6.2 Common problems in PSC development
Some problems are commonly experienced in the construction and use of PSCs. These have included:
∙ introducing inappropriate and spurious detail in risk analysis. It is appropriate to focus on the important risks. For value for money comparison, it is the risk that is transferred under Partnerships Victoria which is the significant factor to be quantified.
∙ failure to properly and systematically record the construction of the PSC, including failure to record assumptions, reality checks and validations, and sources of information. This should not be an expensive process, and should not require additional resources. It simply requires discipline in recording material as one goes. There are clear and important benefits from a methodical and rational PSC construction process.
∙ errors and confusion from poor financial models. It is worth investing in spreadsheet and financial modelling skills, specifying good style so that coherent and clear spreadsheets are routinely developed, and documenting the spreadsheet properly.
∙ changes of personnel in the project team constructing the PSC can create difficulties, but such changes are sometimes unavoidable. Problems can be minimised by being meticulous in maintaining appropriate documentation.
∙ invalid bases for estimating economic costs of occupying property e.g. utility costs etc.
∙ ignoring real price movements. No one can forecast real price changes perfectly for the long time periods involved in Partnerships Victoria procurement projects, but some facts, information and advice may be readily available for real price movements of component costs of the PSC, e.g. for building material over the immediate construction period.
∙ underestimation of the impact of foreign exchange movements where a project requires the importation of capital equipment.
∙ underestimation of costs, especially third-party fees and performance monitoring costs to government.
∙ underestimation of maintenance costs due to the omission of lifecycle costs required to maintain the asset in the required condition to supply the specified service. Historically the public sector has tended to under-maintain assets, especially buildings, allowing their condition to run down rather than keeping them up to defined standards.
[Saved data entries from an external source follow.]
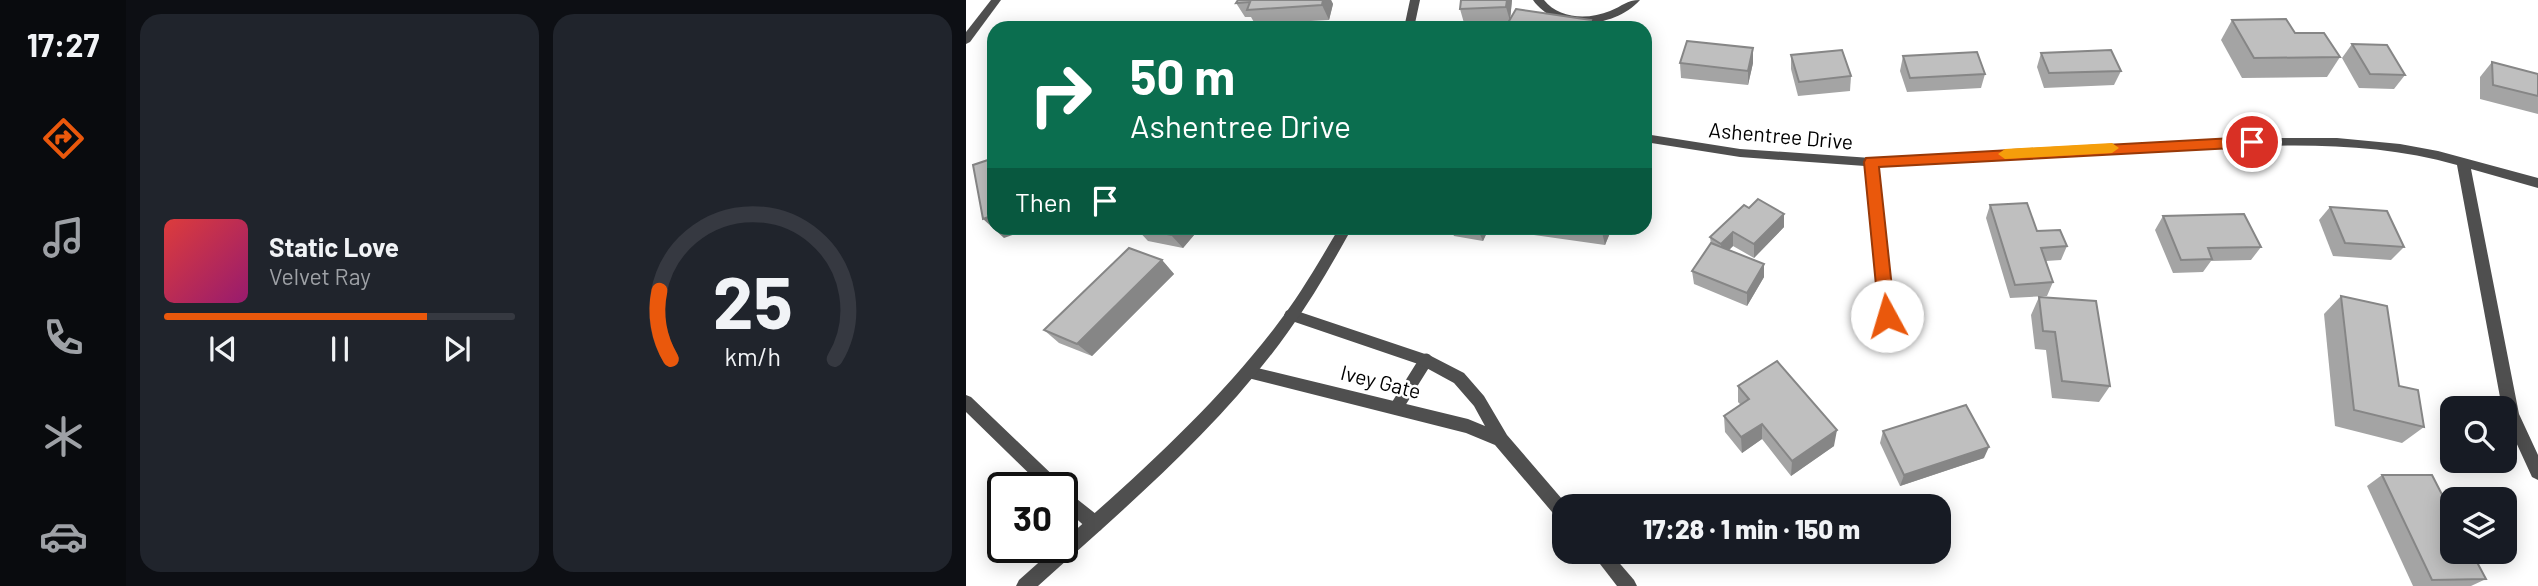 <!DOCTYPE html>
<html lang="en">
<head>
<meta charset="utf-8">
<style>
	:root { --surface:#171b24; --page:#20242c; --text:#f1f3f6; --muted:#9ea1a6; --line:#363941; --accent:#ea580c }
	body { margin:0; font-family:Barlow,sans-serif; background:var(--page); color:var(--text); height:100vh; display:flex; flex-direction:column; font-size:26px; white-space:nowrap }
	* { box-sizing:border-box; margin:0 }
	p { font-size:23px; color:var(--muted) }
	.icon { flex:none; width:38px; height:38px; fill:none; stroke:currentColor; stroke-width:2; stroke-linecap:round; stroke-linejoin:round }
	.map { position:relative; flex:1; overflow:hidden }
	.side { display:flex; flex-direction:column; gap:14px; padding:14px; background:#0d0f14; width:840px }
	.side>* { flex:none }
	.top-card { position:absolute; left:21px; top:21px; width:665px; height:214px; border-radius:21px; box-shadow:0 4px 18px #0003; background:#0b6e4f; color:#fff; overflow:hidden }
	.buttons { position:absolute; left:1474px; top:396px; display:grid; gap:14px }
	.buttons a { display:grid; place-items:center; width:77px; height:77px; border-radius:14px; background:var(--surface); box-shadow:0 4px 18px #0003; font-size:35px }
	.speed { position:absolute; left:21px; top:472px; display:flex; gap:14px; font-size:35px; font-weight:700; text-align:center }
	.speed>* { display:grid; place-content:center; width:91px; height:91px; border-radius:50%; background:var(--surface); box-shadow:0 4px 18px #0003; line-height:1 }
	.speed .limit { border:4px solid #111; border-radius:10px; background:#fff; color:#111 }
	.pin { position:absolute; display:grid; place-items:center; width:60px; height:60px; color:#fff; margin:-30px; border:4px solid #fff; border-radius:50%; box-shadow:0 2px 7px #0007 }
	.me { position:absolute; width:77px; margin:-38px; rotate:354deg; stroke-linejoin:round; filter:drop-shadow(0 0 5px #0008) }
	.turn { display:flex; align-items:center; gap:24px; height:147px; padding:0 28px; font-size:32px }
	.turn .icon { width:91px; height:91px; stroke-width:2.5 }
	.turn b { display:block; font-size:49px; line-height:60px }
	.then { display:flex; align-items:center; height:66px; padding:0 28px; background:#0003; gap:14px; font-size:26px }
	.side .widget { flex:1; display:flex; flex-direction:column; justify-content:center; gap:10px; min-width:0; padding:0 24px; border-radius:21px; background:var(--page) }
	.side .dial { align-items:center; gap:0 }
	.dial svg { height:182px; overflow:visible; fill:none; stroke:var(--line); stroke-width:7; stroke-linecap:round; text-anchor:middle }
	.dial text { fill:var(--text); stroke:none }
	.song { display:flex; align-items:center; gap:21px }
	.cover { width:84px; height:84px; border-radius:10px; background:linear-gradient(135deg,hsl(0 70% 55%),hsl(320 70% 35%)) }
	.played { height:7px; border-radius:4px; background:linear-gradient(90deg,var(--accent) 75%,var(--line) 75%) }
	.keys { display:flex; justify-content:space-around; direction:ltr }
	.side .tiles { flex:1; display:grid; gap:14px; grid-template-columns:repeat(2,1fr) }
	.trip { position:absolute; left:586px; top:494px; width:399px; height:70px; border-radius:21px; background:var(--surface); box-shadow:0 4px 18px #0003; font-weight:800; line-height:70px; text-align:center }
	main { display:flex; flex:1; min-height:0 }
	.tab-bar { display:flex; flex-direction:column; width:126px; justify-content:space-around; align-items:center; background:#090b0e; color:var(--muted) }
	.tab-bar .icon { width:49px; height:49px }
	.tab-bar .current { color:var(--accent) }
	.tab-bar b { font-size:32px; color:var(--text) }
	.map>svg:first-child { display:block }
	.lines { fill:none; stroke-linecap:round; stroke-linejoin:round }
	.service { stroke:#4f4f4f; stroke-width:13 }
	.minor { fill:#4f4f4f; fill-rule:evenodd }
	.tertiary { fill:#4f4f4f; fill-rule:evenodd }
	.wall { fill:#a4a4a4 }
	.shaded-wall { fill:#868686 }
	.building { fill:#bfbfbf; stroke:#868686; stroke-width:2 }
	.route { fill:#ea580c; stroke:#983908; stroke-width:2 }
	.slow { fill:#f59e0b }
	.labels { text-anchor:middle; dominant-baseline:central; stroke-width:5; stroke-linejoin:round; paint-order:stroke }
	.street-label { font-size:21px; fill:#000; stroke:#fff }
</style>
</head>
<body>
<main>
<nav class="tab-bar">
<b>17:27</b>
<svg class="icon current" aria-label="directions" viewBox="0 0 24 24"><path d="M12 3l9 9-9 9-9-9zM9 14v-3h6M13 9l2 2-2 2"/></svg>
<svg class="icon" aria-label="music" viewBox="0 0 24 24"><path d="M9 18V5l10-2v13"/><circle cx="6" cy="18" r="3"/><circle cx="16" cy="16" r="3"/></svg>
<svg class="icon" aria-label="phone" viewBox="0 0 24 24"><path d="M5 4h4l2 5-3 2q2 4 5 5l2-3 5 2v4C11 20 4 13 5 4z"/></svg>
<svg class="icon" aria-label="climate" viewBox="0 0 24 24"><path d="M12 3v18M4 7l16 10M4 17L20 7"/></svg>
<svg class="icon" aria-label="car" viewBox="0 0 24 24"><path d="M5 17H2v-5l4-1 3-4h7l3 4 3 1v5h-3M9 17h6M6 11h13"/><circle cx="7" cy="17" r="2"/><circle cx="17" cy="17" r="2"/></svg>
</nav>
<section class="side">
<div class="tiles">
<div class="widget">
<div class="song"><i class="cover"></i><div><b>Static Love</b><p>Velvet Ray</p></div></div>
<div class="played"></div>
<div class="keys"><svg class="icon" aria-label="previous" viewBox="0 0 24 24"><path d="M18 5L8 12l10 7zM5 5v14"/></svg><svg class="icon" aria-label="pause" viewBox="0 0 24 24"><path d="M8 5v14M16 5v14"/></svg><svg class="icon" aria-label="next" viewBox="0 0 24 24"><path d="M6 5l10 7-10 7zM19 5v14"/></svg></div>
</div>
<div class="widget dial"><svg viewBox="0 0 100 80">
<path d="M14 69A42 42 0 1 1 86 69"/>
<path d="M14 69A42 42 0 0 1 9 39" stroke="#ea580c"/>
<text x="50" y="56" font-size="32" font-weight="700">25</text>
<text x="50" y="72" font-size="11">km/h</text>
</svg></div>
</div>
</section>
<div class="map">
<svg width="1572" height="586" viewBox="0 0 1572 586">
	<rect width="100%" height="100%" fill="#fff"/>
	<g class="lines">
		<polyline class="service" points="430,408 460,360"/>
		<g class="minor">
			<polygon points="25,0 35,0 4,42 0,44 0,32"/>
			<path d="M567 0H578C593 19 622 20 644 11 657 6 660 0 674 0 648 29 590 33 567 0Z"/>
			<path d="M679 134 774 149 905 158 1286 138H1371L1434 144 1472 151 1572 178V188L1505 169 1553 414 1572 455V480L1566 477 1538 416V408H1536L1491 165C1393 137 1289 146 1189 151 1097 156 1004 161 912 166L928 316 926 320H916L914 316 899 166 774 157 679 142Z"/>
			<polygon points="325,309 465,356 498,373 518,396 541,435 602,506 598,506 598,521 592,519 529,445 500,433 278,377 276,372 278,367 283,366 502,419 519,426 508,406 488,383 455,365 320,319 318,315 320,311"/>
			<polygon points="0,395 5,397 95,483 97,488 135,518 137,524 135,530 129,532 123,530 96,506 96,488 78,488 0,412"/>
			<polygon points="624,551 643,551 668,580 671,586 651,586"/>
		</g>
		<g class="tertiary">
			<polygon points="444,0 454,0 448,28 438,28"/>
			<path d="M373 228H386C366 264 346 299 322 332 253 429 160 507 72 586H50L53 580 89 548H96V542C172 475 248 407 310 326 334 295 353 262 373 228Z"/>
		</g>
	</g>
	<g class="wall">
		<polygon points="272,0 365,0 367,4 363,20 289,24 285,17 279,17 270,3"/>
		<polygon points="495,0 546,0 544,19 625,20 627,28 539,28 543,21 498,23 494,9"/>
		<polygon points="1266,20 1329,33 1374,57 1361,77 1276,78 1255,40"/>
		<polygon points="1386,44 1439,75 1428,89 1393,88 1376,58"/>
		<polygon points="1075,53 1155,71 1148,85 1078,88 1071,67"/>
		<polygon points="825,55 885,76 884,91 832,96 825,69"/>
		<polygon points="937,56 1019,74 1015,88 941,92 934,71"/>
		<polygon points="1526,62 1572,74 1572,114 1514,99 1514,77"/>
		<polygon points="714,63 787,63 782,85 715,78"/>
		<polygon points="778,205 818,227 788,258 767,246 763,250 798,264 798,277 781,306 728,284 726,271 745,244 744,237"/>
		<polygon points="1024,205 1071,231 1101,246 1095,260 1080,261 1087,282 1081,296 1044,298 1020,218"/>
		<polygon points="1364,207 1438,247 1425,260 1367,256 1353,220"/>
		<polygon points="1197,216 1295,247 1285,260 1245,261 1237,272 1207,273 1189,230"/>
		<polygon points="170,228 234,228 217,248 182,241"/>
		<polygon points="484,228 523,228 517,241 488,236"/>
		<polygon points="566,228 646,228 639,245 568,235"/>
		<polygon points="196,260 208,274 126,356 93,343 78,330"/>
		<polygon points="1375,296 1433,386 1458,427 1436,443 1369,426 1358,314"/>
		<polygon points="1073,297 1144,386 1133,402 1086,398 1080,350 1069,349 1065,315"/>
		<polygon points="772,386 868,446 825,476 796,439 776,453 759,432 758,416 775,405 772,402"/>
		<polygon points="917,431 1018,458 934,486 914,443"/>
		<polygon points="1416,475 1520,579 1505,586 1447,586 1401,486"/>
	</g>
	<g class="shaded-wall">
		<polygon points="357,0 365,0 367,4 363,20 356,5"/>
		<polygon points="541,0 546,0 544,21 540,7"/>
		<polygon points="625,20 627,28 621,28"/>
		<polygon points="787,48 787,63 782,85 782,71"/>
		<polygon points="818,214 818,227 788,258 788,244"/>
		<polygon points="28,215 28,228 66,228 38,238 17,219"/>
		<polygon points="211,228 234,228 217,248 205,235"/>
		<polygon points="511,228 523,228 517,241"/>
		<polygon points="638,228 646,228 639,245 636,232"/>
		<polygon points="767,232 767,246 756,257 755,244"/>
		<polygon points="196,260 208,274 126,356 111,344"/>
		<polygon points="798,264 798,277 781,306 781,293"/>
		<polygon points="796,424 796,439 776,453 775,437"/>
		<polygon points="871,430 868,446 825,476 826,461"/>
		<polygon points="1023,447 1018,458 934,486 938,475"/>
	</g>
	<g class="building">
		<polygon points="272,0 357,0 356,5 281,10 284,2 270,3"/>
		<polygon points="495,0 541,0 540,7 494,9"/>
		<polygon points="550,9 625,20 621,28 539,28"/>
		<polygon points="1320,19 1329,33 1358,33 1374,57 1288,58 1266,20"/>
		<polygon points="721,41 787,48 782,71 714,63"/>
		<polygon points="1386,44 1421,45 1439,75 1404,74"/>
		<polygon points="876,50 885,76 833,82 825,55"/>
		<polygon points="1145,50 1155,71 1083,73 1075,53"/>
		<polygon points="1011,52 1019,74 944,78 937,56"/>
		<polygon points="1526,62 1572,74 1572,96 1527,85"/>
		<polygon points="28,158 28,215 17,219 7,165"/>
		<polygon points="792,199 818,214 788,244 767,232 755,244 744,237 778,205 783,208"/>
		<polygon points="1061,203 1071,231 1094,230 1101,246 1075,248 1087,282 1049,285 1024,205"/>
		<polygon points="1364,207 1421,211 1438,247 1379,243"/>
		<polygon points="1278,214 1295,247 1242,248 1246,259 1215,260 1197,216"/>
		<polygon points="173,228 211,228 205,235"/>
		<polygon points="608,228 638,228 636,232"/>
		<polygon points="745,243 798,264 781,293 726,271"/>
		<polygon points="163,248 196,260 111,344 78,330"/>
		<polygon points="1375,296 1421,306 1433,386 1452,390 1458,427 1388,410"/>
		<polygon points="1073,297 1130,301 1144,386 1096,381 1089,332 1077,331"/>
		<polygon points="811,361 871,430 826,461 796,424 775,437 758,416 783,399 772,386"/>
		<polygon points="1000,405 1023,447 938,475 917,431"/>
		<polygon points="1416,475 1466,475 1486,514 1486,551 1505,551 1520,579 1466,580"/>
	</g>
	<polygon class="route" points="1286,137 1293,142 1286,147 913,167 929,316 926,321 915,321 913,316 898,162 900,158"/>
	<polygon class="slow" points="1146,143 1153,148 1146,153 1039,159 1032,154 1039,149"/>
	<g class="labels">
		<g class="street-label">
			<text transform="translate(815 135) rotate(5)">Ashentree Drive</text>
			<text transform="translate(415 381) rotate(14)">Ivey Gate</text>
		</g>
	</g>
</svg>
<div class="buttons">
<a><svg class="icon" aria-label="search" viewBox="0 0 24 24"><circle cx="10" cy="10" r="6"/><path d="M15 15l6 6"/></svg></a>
<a><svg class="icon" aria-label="layers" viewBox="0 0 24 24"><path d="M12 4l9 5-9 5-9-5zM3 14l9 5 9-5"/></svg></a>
</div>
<div class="speed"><div class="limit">30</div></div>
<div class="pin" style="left:1286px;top:142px;background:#d93025"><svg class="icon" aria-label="arrive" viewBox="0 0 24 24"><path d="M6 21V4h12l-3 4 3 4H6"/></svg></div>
<svg class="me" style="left:921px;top:316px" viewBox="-20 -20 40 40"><circle r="19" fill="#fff"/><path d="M0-13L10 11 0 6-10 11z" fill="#ea580c"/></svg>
<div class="trip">17:28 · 1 min · 150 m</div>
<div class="top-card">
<div class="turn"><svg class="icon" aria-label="right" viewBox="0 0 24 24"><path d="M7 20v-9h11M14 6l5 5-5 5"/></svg><div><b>50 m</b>Ashentree Drive</div></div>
<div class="then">Then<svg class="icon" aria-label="arrive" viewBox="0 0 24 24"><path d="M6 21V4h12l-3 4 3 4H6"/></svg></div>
</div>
</div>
</main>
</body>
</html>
∙ inclusion of contingency items in the Raw PSC. Contingency items should be excluded from the Raw PSC costs and included as part of the project risks.
∙ inconsistent output specifications between the reference project/PSC and the private sector bids. Make sure that the private sector bids are not requested with a different (higher or lower) quality of service than that in the reference project and PSC.
∙ making unverifiable assumptions about the timing of availability of public funds e.g. phasing capital investment over 15 years on the basis that public capital would be available in that timescale. The PSC generally assumes availability of upfront funding.
∙ failure to disclose the Raw PSC. This removes an important means of providing bidders with information about government's objectives and scope of the project.
∙ inadequate quality assurance review of the PSC. The PSC must be evidence based and reviewed prior to final approval to ensure that it represents a robust costing and to minimise revisions to the PSC during the procurement process.